Bank of America admitted no wrongdoing, saying it settled the case to avoid costly litigation. Nevertheless, the bank has changed its documentation policies. It also agreed to improve the training of its loan officers and underwriters.
Still, the bank seemed indignant about the charges as officials accused the government of being “inconsistent” about whether a doctor’s note should be requested.
“HUD determined this policy is in compliance for its loans, yet suggests it somehow violates the Fair Housing Act for non-HUD loans,” the bank said in a statement. “Same statute, same alleged conduct, different result. We’re being accused of wrongdoing by the government for following a policy that the government approved.”
Justice Department officials maintain that there is no written guideline or regulation that requires a lender to obtain a letter from a doctor.
While this is the department’s first case dealing with Social Security income, it has engaged in a series of mortgage investigations in the aftermath of the housing crisis. The department has launched 1,452 mortgage fraud cases against 2,742 defendants since 2010 and secured 1,550 convictions.
“Justice has been much more aggressive since the financial crisis,” said Odette Williamson, an attorney at the National Consumer Law Center. “There may be more cases forthcoming as the enforcement agencies learn the full scope of the practices in the financial services industry.”
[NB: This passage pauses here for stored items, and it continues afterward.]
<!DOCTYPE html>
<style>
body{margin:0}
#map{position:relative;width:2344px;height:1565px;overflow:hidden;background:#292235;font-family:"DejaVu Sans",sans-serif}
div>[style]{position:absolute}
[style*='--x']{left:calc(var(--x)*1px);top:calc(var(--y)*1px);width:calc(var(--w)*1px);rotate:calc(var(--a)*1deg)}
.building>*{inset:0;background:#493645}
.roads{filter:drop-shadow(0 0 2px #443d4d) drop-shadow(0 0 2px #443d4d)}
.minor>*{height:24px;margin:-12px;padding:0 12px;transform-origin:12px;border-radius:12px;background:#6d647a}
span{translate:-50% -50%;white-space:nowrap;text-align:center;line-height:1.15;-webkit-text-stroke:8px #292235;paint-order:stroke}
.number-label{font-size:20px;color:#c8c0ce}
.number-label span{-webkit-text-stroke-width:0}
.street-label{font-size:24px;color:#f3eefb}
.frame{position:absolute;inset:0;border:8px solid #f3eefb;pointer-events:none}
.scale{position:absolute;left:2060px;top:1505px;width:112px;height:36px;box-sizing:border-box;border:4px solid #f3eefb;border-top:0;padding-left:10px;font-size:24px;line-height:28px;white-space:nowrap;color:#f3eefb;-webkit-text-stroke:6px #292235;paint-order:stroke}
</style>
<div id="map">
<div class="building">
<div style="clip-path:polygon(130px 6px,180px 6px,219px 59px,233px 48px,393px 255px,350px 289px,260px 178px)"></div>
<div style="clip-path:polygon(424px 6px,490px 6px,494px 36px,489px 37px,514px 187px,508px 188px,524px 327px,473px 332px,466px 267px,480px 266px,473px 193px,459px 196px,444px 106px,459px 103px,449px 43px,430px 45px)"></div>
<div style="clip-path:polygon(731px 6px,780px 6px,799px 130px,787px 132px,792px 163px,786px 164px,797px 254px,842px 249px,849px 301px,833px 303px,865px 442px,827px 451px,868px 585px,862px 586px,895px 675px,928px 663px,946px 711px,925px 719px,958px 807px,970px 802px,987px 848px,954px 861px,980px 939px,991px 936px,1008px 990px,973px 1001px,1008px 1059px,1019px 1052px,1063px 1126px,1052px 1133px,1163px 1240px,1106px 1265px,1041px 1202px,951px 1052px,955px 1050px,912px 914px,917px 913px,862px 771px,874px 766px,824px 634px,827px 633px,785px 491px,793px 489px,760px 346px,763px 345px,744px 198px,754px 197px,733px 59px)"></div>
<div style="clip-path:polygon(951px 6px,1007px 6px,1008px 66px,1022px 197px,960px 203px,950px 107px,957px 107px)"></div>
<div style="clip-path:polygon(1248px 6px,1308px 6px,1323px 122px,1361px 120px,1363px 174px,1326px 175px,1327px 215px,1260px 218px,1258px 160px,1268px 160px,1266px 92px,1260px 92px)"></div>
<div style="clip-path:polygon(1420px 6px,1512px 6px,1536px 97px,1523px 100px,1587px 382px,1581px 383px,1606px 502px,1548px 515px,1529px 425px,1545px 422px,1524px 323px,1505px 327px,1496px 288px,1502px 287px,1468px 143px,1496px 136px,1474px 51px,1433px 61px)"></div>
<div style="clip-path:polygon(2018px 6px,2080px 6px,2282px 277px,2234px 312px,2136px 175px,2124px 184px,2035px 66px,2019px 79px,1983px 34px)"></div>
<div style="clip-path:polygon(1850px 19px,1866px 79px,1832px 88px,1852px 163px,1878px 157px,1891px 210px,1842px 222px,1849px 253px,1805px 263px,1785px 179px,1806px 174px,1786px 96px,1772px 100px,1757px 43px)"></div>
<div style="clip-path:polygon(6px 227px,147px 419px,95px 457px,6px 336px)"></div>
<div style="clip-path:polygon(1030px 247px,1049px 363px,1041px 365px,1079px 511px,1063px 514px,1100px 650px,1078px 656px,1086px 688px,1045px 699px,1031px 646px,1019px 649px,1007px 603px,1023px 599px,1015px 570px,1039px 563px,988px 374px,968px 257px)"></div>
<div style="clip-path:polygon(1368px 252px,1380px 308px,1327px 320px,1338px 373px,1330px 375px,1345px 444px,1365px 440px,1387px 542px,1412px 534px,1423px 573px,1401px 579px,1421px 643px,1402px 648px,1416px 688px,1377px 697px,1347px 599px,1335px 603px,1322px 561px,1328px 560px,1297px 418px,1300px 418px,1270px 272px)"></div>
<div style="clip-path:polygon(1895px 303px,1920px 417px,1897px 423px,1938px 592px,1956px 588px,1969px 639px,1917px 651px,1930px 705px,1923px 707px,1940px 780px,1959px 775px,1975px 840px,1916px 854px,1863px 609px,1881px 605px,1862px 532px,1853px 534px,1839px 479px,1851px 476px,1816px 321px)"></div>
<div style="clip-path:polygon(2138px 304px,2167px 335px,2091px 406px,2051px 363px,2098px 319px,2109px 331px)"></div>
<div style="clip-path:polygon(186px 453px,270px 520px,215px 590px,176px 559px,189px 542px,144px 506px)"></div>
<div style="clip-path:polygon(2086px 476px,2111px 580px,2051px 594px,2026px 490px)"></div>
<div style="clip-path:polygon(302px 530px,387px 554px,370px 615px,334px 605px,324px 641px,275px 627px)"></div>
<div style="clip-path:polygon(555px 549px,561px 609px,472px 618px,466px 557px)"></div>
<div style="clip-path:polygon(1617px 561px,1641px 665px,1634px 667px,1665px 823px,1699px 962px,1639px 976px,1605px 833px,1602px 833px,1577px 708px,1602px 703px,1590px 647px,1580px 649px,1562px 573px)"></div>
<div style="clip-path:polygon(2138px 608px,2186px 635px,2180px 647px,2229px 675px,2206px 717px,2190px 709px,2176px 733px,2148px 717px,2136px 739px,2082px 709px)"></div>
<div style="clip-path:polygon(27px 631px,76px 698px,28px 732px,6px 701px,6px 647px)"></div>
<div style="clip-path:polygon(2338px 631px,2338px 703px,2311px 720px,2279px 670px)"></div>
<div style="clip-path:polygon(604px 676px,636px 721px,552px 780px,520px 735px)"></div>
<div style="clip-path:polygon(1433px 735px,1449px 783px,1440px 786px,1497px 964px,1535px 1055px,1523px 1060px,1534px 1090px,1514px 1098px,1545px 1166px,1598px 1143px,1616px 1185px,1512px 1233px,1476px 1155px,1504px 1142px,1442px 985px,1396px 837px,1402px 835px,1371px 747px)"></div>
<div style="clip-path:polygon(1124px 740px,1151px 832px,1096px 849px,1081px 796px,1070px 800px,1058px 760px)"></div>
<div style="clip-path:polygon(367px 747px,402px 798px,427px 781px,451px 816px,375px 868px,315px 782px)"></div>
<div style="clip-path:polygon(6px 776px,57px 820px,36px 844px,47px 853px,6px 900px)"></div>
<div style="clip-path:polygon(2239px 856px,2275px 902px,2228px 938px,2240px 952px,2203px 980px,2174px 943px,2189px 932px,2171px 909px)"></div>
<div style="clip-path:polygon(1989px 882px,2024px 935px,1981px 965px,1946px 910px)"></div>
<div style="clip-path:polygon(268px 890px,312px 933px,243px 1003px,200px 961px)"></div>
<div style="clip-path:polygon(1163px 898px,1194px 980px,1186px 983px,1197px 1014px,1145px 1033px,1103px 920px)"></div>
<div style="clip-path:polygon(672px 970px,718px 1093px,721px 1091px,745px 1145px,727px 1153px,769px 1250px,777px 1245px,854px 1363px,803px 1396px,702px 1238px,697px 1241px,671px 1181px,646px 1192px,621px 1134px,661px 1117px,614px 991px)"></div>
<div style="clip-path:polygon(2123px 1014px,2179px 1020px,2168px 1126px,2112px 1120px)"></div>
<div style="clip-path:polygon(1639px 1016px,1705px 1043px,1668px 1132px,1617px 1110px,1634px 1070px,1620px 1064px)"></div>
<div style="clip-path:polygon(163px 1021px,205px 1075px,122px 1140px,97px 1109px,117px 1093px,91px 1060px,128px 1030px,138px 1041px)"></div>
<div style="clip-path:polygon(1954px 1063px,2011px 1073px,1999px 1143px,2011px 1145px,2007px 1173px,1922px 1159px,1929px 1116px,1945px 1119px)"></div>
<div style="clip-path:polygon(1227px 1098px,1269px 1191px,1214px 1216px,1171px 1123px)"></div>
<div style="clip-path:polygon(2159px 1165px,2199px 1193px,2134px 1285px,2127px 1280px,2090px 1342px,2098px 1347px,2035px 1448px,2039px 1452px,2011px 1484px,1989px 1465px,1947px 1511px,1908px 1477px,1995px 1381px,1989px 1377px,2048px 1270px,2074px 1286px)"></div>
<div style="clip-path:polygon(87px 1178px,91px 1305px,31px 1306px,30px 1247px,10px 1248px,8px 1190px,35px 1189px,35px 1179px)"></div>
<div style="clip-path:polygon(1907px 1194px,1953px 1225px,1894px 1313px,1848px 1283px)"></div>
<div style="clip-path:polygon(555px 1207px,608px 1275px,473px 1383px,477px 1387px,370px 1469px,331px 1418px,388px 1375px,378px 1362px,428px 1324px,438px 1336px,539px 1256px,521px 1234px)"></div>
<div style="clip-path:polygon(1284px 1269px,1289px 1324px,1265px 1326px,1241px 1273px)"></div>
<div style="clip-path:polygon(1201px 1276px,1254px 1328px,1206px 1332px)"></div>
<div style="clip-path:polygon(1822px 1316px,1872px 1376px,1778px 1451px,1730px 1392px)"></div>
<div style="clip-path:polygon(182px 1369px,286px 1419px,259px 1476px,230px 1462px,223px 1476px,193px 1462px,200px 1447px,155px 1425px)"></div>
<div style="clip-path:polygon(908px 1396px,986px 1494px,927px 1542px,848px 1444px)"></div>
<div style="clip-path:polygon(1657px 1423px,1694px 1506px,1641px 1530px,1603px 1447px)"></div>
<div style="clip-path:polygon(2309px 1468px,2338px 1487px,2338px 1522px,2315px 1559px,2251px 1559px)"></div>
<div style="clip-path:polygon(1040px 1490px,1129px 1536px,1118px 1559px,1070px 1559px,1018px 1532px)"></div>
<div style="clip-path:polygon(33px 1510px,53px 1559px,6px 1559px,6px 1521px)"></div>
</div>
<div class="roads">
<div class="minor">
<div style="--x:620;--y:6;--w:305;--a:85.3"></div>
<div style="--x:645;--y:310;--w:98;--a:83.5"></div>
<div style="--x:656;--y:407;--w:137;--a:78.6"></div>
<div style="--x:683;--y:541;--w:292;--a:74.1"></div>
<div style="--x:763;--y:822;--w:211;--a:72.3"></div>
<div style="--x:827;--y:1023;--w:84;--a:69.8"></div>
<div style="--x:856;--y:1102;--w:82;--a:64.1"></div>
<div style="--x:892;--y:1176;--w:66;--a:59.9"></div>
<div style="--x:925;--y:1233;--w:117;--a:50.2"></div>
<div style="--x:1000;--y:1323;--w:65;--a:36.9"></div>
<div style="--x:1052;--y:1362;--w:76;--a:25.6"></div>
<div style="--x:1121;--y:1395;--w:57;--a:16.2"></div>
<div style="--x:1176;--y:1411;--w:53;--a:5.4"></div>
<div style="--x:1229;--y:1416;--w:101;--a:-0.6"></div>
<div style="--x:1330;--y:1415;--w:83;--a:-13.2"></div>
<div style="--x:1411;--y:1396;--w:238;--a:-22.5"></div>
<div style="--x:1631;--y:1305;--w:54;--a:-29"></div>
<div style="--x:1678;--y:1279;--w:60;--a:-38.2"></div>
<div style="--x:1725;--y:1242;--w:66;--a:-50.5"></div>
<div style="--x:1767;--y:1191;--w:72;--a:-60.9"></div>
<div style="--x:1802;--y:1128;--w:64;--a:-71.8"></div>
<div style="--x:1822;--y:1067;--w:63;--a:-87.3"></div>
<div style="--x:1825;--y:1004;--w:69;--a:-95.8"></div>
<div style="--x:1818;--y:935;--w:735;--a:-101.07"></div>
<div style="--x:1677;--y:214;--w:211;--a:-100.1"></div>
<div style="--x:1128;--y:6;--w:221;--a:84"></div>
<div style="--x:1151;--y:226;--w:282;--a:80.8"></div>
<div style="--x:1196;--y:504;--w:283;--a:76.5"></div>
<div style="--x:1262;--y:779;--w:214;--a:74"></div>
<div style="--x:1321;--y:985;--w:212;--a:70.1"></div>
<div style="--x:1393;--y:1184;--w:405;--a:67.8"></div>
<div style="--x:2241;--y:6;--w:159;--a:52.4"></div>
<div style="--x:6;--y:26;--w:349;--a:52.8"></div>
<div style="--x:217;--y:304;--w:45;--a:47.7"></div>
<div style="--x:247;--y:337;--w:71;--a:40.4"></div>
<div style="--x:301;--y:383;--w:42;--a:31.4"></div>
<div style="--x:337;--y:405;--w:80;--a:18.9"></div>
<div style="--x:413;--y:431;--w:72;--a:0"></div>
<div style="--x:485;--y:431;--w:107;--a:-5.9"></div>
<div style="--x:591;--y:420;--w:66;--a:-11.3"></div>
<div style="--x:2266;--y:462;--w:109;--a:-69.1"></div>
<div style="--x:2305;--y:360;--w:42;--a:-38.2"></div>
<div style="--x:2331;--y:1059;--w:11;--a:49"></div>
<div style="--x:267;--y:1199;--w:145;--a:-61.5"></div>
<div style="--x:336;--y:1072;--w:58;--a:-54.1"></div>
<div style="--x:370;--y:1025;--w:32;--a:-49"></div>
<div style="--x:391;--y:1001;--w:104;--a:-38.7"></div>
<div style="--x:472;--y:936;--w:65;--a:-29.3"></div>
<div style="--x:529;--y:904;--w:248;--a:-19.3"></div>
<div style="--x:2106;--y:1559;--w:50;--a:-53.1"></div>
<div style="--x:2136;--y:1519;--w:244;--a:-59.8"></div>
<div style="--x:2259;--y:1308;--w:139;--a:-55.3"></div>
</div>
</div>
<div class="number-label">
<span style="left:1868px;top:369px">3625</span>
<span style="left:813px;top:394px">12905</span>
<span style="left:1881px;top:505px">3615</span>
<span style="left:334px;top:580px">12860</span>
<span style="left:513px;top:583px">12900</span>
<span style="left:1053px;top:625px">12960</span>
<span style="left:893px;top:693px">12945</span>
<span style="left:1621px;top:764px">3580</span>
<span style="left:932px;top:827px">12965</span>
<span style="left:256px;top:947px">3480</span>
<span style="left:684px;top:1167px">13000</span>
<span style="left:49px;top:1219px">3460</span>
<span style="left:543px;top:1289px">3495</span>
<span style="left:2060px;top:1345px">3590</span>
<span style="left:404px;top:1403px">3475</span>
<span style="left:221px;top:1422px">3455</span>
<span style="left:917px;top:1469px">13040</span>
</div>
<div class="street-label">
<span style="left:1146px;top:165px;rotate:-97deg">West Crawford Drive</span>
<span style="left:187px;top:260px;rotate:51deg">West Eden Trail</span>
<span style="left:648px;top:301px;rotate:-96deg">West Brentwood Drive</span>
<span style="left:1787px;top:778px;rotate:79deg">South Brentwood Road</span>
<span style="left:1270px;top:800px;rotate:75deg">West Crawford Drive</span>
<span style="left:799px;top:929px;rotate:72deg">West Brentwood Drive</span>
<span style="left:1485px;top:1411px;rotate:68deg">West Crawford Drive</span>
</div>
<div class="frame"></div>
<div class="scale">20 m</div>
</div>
This case is the latest in a series of allegations that Bank of America, or its troubled ward, Countrywide Home Loans, mistreated homeowners.
In February, Bank of America was one of five banks involved in the Justice Department’s landmark $25 billion settlement over flawed and fraudulent foreclosure practices. The bank also ponied up $335 million in December 2011 to resolve federal claims that Countrywide charged black and Hispanic borrowers higher mortgage fees than white applicants.
Buying Countrywide and its troubled loan portfolio in 2008 has been a constant source of grief for Bank of America as it continues to fight legal battles stemming from the company’s unscrupulous practices.
Friday’s settlement, which requires court approval, was filed in federal court in Charlotte. News of the settlement had negligible effect on the bank’s shares, which closed up 1.6 percent to $9.55.